Multi environment setup
Yes. Phase automatically creates environments like development, staging and production for each of your applications out of the box.
While multiple environments can be created for your application on the AWS Secrets Manager, it requires manual setup.
Maintaining segregation between different environments eg. dev, stag, prod is important for security.
Secret deployment
Yes. Phase automatically deploys your encrypted secrets to the closest region to where your app is running to ensure low latency. No need to manually set up multiple regions.
AWS Secrets Manager requires configuring key types, regions, which can be complex due to the intricacies of AWS services and systems.
Effective deployment of secrets saves time, minimizes human error, and speeds up your application deployment.
Pricing
Simple and predictable pricing model. Phase offers a generous free tier that will along with Pro and Enterprise tiers. Pricing is primarily based on number of users.
Cost estimation can be complex as it depends on a number of variables such as number of secrets, number of requests made, multi region replication, type of key used from AWS KMS, CloudWatch logging costs.
A predictable pricing model helps estimate the cost of adoption, and makes it easier to manage your organization's security budget.

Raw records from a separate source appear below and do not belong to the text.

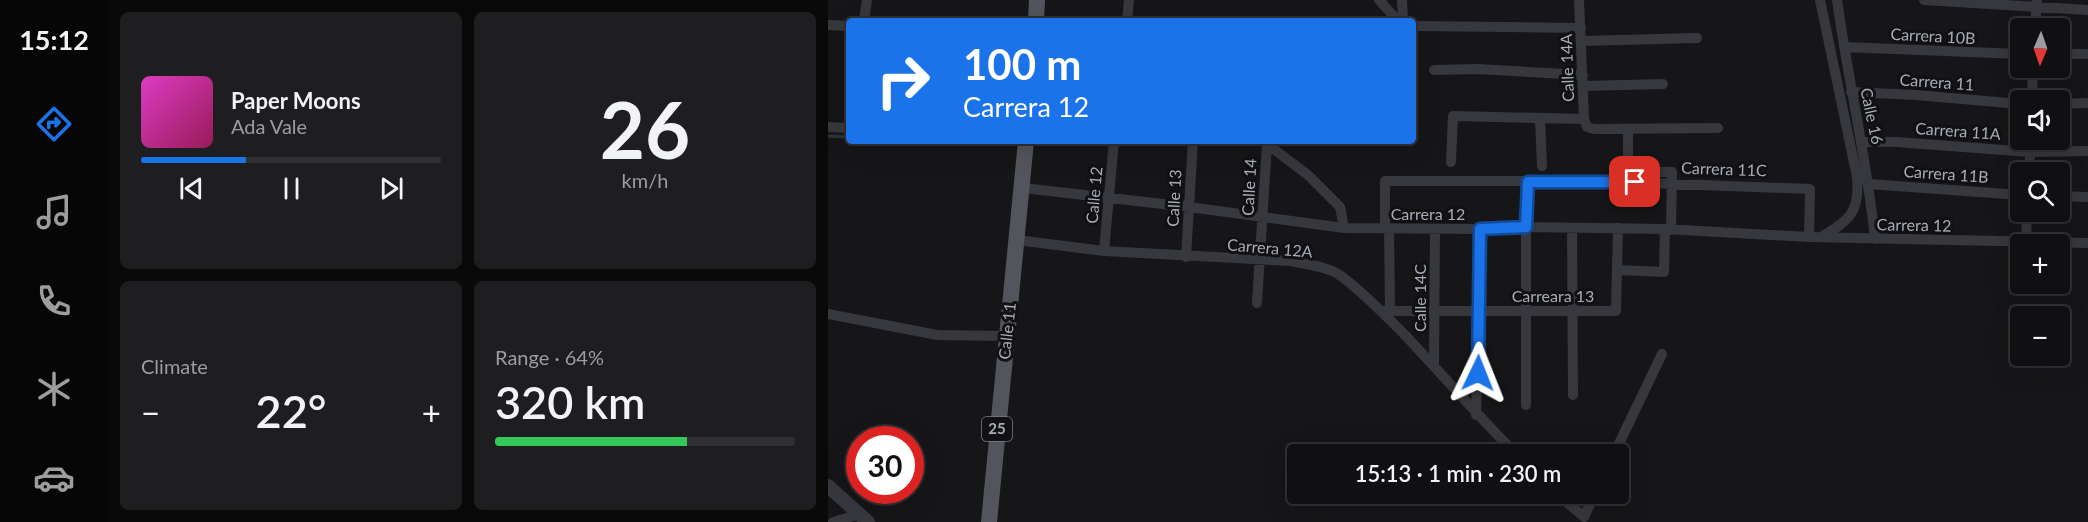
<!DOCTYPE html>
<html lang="en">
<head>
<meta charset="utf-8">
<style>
  :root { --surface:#101012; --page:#1e1e20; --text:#f1f3f6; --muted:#9c9d9f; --line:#303032; --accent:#1a73e8 }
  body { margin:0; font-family:Lato,sans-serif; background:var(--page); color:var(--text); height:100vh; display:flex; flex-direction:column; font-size:22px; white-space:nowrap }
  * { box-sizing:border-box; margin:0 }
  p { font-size:20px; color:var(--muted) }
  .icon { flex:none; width:33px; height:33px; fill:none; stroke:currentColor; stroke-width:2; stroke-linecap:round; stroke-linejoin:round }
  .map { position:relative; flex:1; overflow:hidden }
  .sheet { display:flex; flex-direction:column; gap:12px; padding:12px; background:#09090a; width:720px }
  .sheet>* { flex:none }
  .hud { position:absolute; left:18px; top:18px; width:570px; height:126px; border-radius:6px; box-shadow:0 6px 24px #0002,0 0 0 2px var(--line); background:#1a73e8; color:#fff; overflow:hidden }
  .needle { width:39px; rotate:182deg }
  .buttons { position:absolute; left:1182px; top:18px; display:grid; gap:12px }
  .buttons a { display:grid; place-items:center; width:60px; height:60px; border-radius:6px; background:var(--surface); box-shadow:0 6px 24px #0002,0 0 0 2px var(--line); font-size:30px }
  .speed { position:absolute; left:18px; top:426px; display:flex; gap:12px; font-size:30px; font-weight:700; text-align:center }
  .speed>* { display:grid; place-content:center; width:78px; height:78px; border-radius:50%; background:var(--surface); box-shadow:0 6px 24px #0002,0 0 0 2px var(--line); line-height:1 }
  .speed .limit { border:9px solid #d22; background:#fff; color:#111 }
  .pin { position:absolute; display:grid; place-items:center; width:51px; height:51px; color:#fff; margin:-26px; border-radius:12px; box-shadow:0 3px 9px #0006 }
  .me { position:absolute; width:66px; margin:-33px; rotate:2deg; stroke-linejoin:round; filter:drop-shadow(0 0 4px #0008) }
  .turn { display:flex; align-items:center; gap:21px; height:126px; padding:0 18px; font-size:27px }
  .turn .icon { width:78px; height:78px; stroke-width:2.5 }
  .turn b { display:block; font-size:42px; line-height:51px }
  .big { font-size:45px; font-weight:600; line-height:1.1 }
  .sheet .tile { flex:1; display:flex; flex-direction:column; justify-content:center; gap:9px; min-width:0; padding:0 21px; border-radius:9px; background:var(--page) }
  .sheet .dial { align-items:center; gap:0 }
  .dial b { font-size:78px; line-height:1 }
  .song { display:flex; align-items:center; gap:18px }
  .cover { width:72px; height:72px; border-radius:9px; background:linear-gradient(135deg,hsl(310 70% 55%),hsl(330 70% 35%)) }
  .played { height:6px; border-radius:3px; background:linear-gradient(90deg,var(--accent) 35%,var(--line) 35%) }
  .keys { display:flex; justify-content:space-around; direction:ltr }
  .heat { display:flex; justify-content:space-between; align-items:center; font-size:33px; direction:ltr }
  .charge { height:9px; border-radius:4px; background:linear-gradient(90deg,#34c759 64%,var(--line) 0) }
  .sheet .tiles { flex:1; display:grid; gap:12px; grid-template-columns:repeat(2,1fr) }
  .trip { position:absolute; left:459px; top:444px; width:342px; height:60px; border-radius:6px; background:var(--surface); box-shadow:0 6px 24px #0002,0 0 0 2px var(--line); font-weight:600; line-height:60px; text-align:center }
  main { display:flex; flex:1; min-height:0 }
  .dock { display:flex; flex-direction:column; width:108px; justify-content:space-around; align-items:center; background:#060607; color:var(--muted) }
  .dock .icon { width:42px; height:42px }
  .dock .selected { color:var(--accent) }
  .dock b { font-size:27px; color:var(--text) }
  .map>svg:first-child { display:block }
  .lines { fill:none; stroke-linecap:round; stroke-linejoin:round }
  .stream { stroke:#2c353c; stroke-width:3 }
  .minor { stroke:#37383d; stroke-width:10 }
  .tertiary { stroke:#37383d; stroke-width:14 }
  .primary { stroke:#53555c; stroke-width:16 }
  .route-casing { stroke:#114b97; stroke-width:15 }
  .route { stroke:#1a73e8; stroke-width:10 }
  .labels { text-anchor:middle; stroke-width:6; stroke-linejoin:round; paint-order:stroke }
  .shield { fill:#111113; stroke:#7b7e86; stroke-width:1.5 }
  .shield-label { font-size:15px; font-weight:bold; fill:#a8adb8 }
  .street-label { font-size:16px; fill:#a8adb8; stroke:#111113 }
</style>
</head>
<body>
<main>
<nav class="dock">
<b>15:12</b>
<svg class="icon selected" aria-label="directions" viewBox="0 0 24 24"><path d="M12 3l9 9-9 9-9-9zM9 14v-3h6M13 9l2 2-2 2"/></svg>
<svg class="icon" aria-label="music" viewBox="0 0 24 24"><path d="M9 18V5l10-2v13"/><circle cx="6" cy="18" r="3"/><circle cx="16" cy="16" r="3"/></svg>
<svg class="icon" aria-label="phone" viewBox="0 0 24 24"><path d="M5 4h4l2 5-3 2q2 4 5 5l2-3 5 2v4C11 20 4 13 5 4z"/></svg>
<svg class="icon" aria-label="climate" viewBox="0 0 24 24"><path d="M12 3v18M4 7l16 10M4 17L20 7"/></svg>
<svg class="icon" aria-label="car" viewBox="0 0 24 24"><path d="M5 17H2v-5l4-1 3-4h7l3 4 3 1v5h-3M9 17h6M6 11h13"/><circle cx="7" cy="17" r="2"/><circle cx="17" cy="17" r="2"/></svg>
</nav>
<section class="sheet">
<div class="tiles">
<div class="tile">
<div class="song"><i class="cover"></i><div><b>Paper Moons</b><p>Ada Vale</p></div></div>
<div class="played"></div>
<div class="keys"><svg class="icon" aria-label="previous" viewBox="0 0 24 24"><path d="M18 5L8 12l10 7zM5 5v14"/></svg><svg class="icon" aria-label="pause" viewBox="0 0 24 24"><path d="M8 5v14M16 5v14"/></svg><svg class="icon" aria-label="next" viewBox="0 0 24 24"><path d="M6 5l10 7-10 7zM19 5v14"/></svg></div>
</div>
<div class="tile dial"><b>26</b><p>km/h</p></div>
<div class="tile"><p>Climate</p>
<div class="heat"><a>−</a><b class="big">22°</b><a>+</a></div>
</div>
<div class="tile"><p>Range · 64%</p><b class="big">320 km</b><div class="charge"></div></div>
</div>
</section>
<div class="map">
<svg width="1260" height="522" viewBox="0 0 1260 522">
  <rect width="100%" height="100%" fill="#161618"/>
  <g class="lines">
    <path class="stream" d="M0 136 21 137
      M117 141 169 144"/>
    <path class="minor" d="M551 0 570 21
      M574 0 575 21
      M751 0 756 119 759 127 766 129 890 128
      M992 0 1029 177C1032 212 1022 220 993 237
      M1009 0C1020 80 1039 159 1047 239
      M1096 0 1260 10
      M36 21 39 0
      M299 21 301 0
      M0 25 21 26
      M585 26 753 28
      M1207 28 1209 0
      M753 41 869 38
      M1016 47 1192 54
      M1232 54H1260
      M606 70 649 69 755 75
      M755 86 835 84
      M1023 92 1088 95 1192 104
      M1204 100 1205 68
      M1232 104 1260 103
      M712 119 714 166
      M0 127 21 128
      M800 129V172H844L843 230
      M435 141 480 175 512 207 516 228
      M1034 142H1068L1202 152 1260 151
      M623 162 625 116 756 119
      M1201 172 1203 140
      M1041 184 1192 195
      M195 188 361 207 516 228 653 229 698 227 837 229 981 237 1260 243
      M1232 196 1260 197
      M744 228 745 395
      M557 229V181H768L982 189 981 237
      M561 229 562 311
      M189 240 276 251 462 261C477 264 497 266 510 274 531 288 557 315 575 333 613 373 649 415 688 454
      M1198 244 1199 212
      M276 251 286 141
      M358 257 365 141
      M790 270 836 272 837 229
      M429 303 439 144
      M554 311H788L790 228
      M0 314 109 335 178 336
      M606 366 607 229
      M698 405V227L700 182
      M648 415 653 229
      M786 454 834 354
      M729 494 756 517 767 494
      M5 522 32 514"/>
    <path class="tertiary" d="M0 486 40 522"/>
    <path class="primary" d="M208 21 209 0
      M161 522 198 141"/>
  </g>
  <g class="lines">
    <defs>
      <path id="route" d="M650 373 652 229 698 227 700 182H807"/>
    </defs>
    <use href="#route" class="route-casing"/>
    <use href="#route" class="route"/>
  </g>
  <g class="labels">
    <rect class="shield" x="154" y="417" width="30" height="24" rx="4.5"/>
    <g class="shield-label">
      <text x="169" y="434">25</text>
    </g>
    <g class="street-label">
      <text transform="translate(1105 36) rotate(3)" y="6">Carrera 10B</text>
      <text transform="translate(739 68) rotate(-92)" y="6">Calle 14A</text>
      <text transform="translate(1109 82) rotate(4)" y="6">Carrera 11</text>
      <text transform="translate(1044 116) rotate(78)" y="6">Calle 16</text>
      <text transform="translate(1130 131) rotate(4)" y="6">Carrera 11A</text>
      <text transform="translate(896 169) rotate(2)" y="6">Carrera 11C</text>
      <text transform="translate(1118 174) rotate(4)" y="6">Carrera 11B</text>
      <text transform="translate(421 187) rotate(-87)" y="6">Calle 14</text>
      <text transform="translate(266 195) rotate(-85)" y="6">Calle 12</text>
      <text transform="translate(346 198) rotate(-87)" y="6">Calle 13</text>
      <text x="600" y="220">Carrera 12</text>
      <text transform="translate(1086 225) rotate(1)" y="6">Carrera 12</text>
      <text transform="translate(442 248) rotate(5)" y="6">Carrera 12A</text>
      <text x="725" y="302">Carreara 13</text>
      <text transform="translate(592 298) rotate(-90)" y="6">Calle 14C</text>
      <text transform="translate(179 331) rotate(-84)" y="6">Calle 11</text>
    </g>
  </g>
</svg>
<div class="buttons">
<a><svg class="needle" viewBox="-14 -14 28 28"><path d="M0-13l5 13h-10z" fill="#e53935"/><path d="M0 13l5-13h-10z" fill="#9c9d9f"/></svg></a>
<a><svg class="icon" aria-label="sound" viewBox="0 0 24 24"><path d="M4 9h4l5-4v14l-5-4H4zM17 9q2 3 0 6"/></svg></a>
<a><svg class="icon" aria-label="search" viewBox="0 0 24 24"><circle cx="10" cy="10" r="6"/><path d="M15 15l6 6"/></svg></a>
<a>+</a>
<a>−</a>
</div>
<div class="speed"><div class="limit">30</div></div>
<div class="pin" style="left:807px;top:182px;background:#d93025"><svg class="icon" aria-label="arrive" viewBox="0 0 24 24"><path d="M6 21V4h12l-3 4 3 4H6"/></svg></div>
<svg class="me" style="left:650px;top:373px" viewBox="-20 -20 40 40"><path d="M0-17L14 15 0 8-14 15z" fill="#1a73e8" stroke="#fff" stroke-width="4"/></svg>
<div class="trip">15:13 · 1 min · 230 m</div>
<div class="hud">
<div class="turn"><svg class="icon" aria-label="right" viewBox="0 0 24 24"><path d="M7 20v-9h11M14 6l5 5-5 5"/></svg><div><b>100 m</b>Carrera 12</div></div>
</div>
</div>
</main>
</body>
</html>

One click secret restoration
You can view the state of a secret since inception and restore to a previous value.
While viewing the previous state of a secret is possible in AWS Secrets Manager, restoring to previous versions requires you to retrieve the previous value of a secret via the VersionId and update it manually.
Being able to quickly restore a secret that was accidentally changed allows you to "Ctrl-Z" and restore your application state in a single click, preventing potential bugs, secret leaks or accidental downtime.
Secret diffs
Yes, you can compare a previous state of a secret in a git-styled diff by viewing secret history.
No
Being able to see differences between current and previous versions of a secret that has gone though multiple changes lets you easily visualize changes and provides context to all members of the team.
Point-in-time Recovery
Yes.
No
Being able to recover a key that was deleted is a critical feature to prevent accidental downtime or application errors.
Integrations - Frameworks
Yes, Phase cli can inject secrets into your application at runtime without any code changes or additional dependencies.
No
Being able to securely inject secrets into any application without the need for dependencies or code changes allows developers to integrate secret management into their workflow, and makes the solution extremely versatile.
Integrations - Secret sync
Yes, Phase can sync secrets to third party platforms and services like GitHub, Cloudflare, Vercel and AWS Secrets Manager itself.
No
Being able to securely sync secrets to other platforms and services you may be using is critical. It automates manual secret deployment and saves time.
SDKs
Yes. Phase currently has native SDKs for Golang, Python and Node.js.
Yes. AWS currently has larger support for other languages such as .NET, Java and C.
SDKs enable easy integration with your application stack.